:: BRIEF ::
I would like every record below transcribed exactly as it is.

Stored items
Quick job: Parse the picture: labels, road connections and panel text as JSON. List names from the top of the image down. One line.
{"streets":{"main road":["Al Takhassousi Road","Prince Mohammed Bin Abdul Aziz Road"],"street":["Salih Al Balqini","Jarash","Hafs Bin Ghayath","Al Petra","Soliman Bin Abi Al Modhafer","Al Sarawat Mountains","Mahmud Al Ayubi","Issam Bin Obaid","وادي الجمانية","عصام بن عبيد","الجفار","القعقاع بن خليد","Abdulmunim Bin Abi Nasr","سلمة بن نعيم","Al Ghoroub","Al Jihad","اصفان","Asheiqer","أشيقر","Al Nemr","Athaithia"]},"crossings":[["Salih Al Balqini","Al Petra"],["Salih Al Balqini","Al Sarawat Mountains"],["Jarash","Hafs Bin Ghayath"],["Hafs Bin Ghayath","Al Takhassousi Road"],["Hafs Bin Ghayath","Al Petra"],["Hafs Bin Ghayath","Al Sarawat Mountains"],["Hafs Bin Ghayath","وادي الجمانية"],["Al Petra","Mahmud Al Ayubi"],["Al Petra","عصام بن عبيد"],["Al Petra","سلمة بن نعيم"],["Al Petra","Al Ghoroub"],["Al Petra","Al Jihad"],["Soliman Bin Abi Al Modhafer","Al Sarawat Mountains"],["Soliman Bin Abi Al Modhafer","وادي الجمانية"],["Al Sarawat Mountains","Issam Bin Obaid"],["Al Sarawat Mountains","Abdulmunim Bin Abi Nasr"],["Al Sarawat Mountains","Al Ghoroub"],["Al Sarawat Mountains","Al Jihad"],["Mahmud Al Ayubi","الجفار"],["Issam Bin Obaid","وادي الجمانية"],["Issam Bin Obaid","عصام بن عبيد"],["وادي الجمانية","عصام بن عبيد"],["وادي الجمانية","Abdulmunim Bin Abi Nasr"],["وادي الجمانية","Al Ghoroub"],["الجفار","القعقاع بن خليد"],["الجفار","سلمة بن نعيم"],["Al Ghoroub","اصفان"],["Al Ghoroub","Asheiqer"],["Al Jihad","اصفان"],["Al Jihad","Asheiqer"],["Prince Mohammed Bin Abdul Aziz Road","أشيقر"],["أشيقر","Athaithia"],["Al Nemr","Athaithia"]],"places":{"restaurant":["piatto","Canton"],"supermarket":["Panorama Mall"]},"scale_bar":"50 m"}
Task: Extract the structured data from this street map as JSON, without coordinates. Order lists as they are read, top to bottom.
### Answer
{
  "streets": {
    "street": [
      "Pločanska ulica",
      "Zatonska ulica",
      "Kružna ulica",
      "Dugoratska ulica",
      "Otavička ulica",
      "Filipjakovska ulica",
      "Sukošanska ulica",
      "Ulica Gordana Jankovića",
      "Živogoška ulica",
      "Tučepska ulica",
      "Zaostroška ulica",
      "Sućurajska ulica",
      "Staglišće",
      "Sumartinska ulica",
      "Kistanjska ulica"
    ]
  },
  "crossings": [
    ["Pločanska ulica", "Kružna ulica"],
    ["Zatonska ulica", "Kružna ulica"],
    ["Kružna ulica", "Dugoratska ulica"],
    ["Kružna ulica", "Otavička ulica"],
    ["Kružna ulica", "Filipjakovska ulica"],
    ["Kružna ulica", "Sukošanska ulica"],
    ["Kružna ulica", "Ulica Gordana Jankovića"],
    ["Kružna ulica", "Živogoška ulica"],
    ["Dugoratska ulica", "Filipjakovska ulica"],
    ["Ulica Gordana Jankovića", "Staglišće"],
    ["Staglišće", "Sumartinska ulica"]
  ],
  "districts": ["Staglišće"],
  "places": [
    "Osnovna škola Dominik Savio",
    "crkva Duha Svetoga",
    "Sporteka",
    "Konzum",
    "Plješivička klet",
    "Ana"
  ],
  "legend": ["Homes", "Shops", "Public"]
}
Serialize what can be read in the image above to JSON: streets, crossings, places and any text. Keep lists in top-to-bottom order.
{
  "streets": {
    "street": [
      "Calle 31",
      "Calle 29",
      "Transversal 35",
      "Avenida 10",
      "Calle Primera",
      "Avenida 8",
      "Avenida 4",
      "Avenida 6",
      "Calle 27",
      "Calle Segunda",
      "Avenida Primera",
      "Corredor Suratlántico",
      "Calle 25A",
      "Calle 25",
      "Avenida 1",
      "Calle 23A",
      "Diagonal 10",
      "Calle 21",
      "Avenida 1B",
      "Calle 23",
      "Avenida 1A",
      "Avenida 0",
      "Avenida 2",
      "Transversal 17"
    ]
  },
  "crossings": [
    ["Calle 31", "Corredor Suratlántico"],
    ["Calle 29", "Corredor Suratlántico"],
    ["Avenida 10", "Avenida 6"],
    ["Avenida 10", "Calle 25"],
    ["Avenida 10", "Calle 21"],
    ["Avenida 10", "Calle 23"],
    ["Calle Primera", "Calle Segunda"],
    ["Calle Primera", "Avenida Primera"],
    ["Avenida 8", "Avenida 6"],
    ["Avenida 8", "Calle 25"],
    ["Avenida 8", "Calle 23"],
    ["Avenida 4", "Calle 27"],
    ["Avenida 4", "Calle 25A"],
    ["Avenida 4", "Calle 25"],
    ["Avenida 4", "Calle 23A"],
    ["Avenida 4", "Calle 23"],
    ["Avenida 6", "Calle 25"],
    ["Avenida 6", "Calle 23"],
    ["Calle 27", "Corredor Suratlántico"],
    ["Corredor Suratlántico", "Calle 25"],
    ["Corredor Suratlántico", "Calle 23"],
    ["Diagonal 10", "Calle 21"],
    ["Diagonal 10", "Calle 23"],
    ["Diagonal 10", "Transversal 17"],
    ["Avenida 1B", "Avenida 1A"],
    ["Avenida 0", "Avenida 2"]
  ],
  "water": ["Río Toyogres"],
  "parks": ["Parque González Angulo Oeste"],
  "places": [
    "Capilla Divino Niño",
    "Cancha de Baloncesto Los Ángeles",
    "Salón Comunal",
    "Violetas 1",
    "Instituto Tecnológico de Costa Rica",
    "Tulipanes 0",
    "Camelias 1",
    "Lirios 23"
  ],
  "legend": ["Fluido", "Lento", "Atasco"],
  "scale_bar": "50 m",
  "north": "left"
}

:: TASK RESULT ::
Quick job: Parse the picture: labels, road connections and panel text as JSON. List names from the top of the image down. One line.
{"streets":{"main road":["Al Takhassousi Road","Prince Mohammed Bin Abdul Aziz Road"],"street":["Salih Al Balqini","Jarash","Hafs Bin Ghayath","Al Petra","Soliman Bin Abi Al Modhafer","Al Sarawat Mountains","Mahmud Al Ayubi","Issam Bin Obaid","وادي الجمانية","عصام بن عبيد","الجفار","القعقاع بن خليد","Abdulmunim Bin Abi Nasr","سلمة بن نعيم","Al Ghoroub","Al Jihad","اصفان","Asheiqer","أشيقر","Al Nemr","Athaithia"]},"crossings":[["Salih Al Balqini","Al Petra"],["Salih Al Balqini","Al Sarawat Mountains"],["Jarash","Hafs Bin Ghayath"],["Hafs Bin Ghayath","Al Takhassousi Road"],["Hafs Bin Ghayath","Al Petra"],["Hafs Bin Ghayath","Al Sarawat Mountains"],["Hafs Bin Ghayath","وادي الجمانية"],["Al Petra","Mahmud Al Ayubi"],["Al Petra","عصام بن عبيد"],["Al Petra","سلمة بن نعيم"],["Al Petra","Al Ghoroub"],["Al Petra","Al Jihad"],["Soliman Bin Abi Al Modhafer","Al Sarawat Mountains"],["Soliman Bin Abi Al Modhafer","وادي الجمانية"],["Al Sarawat Mountains","Issam Bin Obaid"],["Al Sarawat Mountains","Abdulmunim Bin Abi Nasr"],["Al Sarawat Mountains","Al Ghoroub"],["Al Sarawat Mountains","Al Jihad"],["Mahmud Al Ayubi","الجفار"],["Issam Bin Obaid","وادي الجمانية"],["Issam Bin Obaid","عصام بن عبيد"],["وادي الجمانية","عصام بن عبيد"],["وادي الجمانية","Abdulmunim Bin Abi Nasr"],["وادي الجمانية","Al Ghoroub"],["الجفار","القعقاع بن خليد"],["الجفار","سلمة بن نعيم"],["Al Ghoroub","اصفان"],["Al Ghoroub","Asheiqer"],["Al Jihad","اصفان"],["Al Jihad","Asheiqer"],["Prince Mohammed Bin Abdul Aziz Road","أشيقر"],["أشيقر","Athaithia"],["Al Nemr","Athaithia"]],"places":{"restaurant":["piatto","Canton"],"supermarket":["Panorama Mall"]},"scale_bar":"50 m"}
Task: Extract the structured data from this street map as JSON, without coordinates. Order lists as they are read, top to bottom.
### Answer
{
  "streets": {
    "street": [
      "Pločanska ulica",
      "Zatonska ulica",
      "Kružna ulica",
      "Dugoratska ulica",
      "Otavička ulica",
      "Filipjakovska ulica",
      "Sukošanska ulica",
      "Ulica Gordana Jankovića",
      "Živogoška ulica",
      "Tučepska ulica",
      "Zaostroška ulica",
      "Sućurajska ulica",
      "Staglišće",
      "Sumartinska ulica",
      "Kistanjska ulica"
    ]
  },
  "crossings": [
    ["Pločanska ulica", "Kružna ulica"],
    ["Zatonska ulica", "Kružna ulica"],
    ["Kružna ulica", "Dugoratska ulica"],
    ["Kružna ulica", "Otavička ulica"],
    ["Kružna ulica", "Filipjakovska ulica"],
    ["Kružna ulica", "Sukošanska ulica"],
    ["Kružna ulica", "Ulica Gordana Jankovića"],
    ["Kružna ulica", "Živogoška ulica"],
    ["Dugoratska ulica", "Filipjakovska ulica"],
    ["Ulica Gordana Jankovića", "Staglišće"],
    ["Staglišće", "Sumartinska ulica"]
  ],
  "districts": ["Staglišće"],
  "places": [
    "Osnovna škola Dominik Savio",
    "crkva Duha Svetoga",
    "Sporteka",
    "Konzum",
    "Plješivička klet",
    "Ana"
  ],
  "legend": ["Homes", "Shops", "Public"]
}
Serialize what can be read in the image above to JSON: streets, crossings, places and any text. Keep lists in top-to-bottom order.
{
  "streets": {
    "street": [
      "Calle 31",
      "Calle 29",
      "Transversal 35",
      "Avenida 10",
      "Calle Primera",
      "Avenida 8",
      "Avenida 4",
      "Avenida 6",
      "Calle 27",
      "Calle Segunda",
      "Avenida Primera",
      "Corredor Suratlántico",
      "Calle 25A",
      "Calle 25",
      "Avenida 1",
      "Calle 23A",
      "Diagonal 10",
      "Calle 21",
      "Avenida 1B",
      "Calle 23",
      "Avenida 1A",
      "Avenida 0",
      "Avenida 2",
      "Transversal 17"
    ]
  },
  "crossings": [
    ["Calle 31", "Corredor Suratlántico"],
    ["Calle 29", "Corredor Suratlántico"],
    ["Avenida 10", "Avenida 6"],
    ["Avenida 10", "Calle 25"],
    ["Avenida 10", "Calle 21"],
    ["Avenida 10", "Calle 23"],
    ["Calle Primera", "Calle Segunda"],
    ["Calle Primera", "Avenida Primera"],
    ["Avenida 8", "Avenida 6"],
    ["Avenida 8", "Calle 25"],
    ["Avenida 8", "Calle 23"],
    ["Avenida 4", "Calle 27"],
    ["Avenida 4", "Calle 25A"],
    ["Avenida 4", "Calle 25"],
    ["Avenida 4", "Calle 23A"],
    ["Avenida 4", "Calle 23"],
    ["Avenida 6", "Calle 25"],
    ["Avenida 6", "Calle 23"],
    ["Calle 27", "Corredor Suratlántico"],
    ["Corredor Suratlántico", "Calle 25"],
    ["Corredor Suratlántico", "Calle 23"],
    ["Diagonal 10", "Calle 21"],
    ["Diagonal 10", "Calle 23"],
    ["Diagonal 10", "Transversal 17"],
    ["Avenida 1B", "Avenida 1A"],
    ["Avenida 0", "Avenida 2"]
  ],
  "water": ["Río Toyogres"],
  "parks": ["Parque González Angulo Oeste"],
  "places": [
    "Capilla Divino Niño",
    "Cancha de Baloncesto Los Ángeles",
    "Salón Comunal",
    "Violetas 1",
    "Instituto Tecnológico de Costa Rica",
    "Tulipanes 0",
    "Camelias 1",
    "Lirios 23"
  ],
  "legend": ["Fluido", "Lento", "Atasco"],
  "scale_bar": "50 m",
  "north": "left"
}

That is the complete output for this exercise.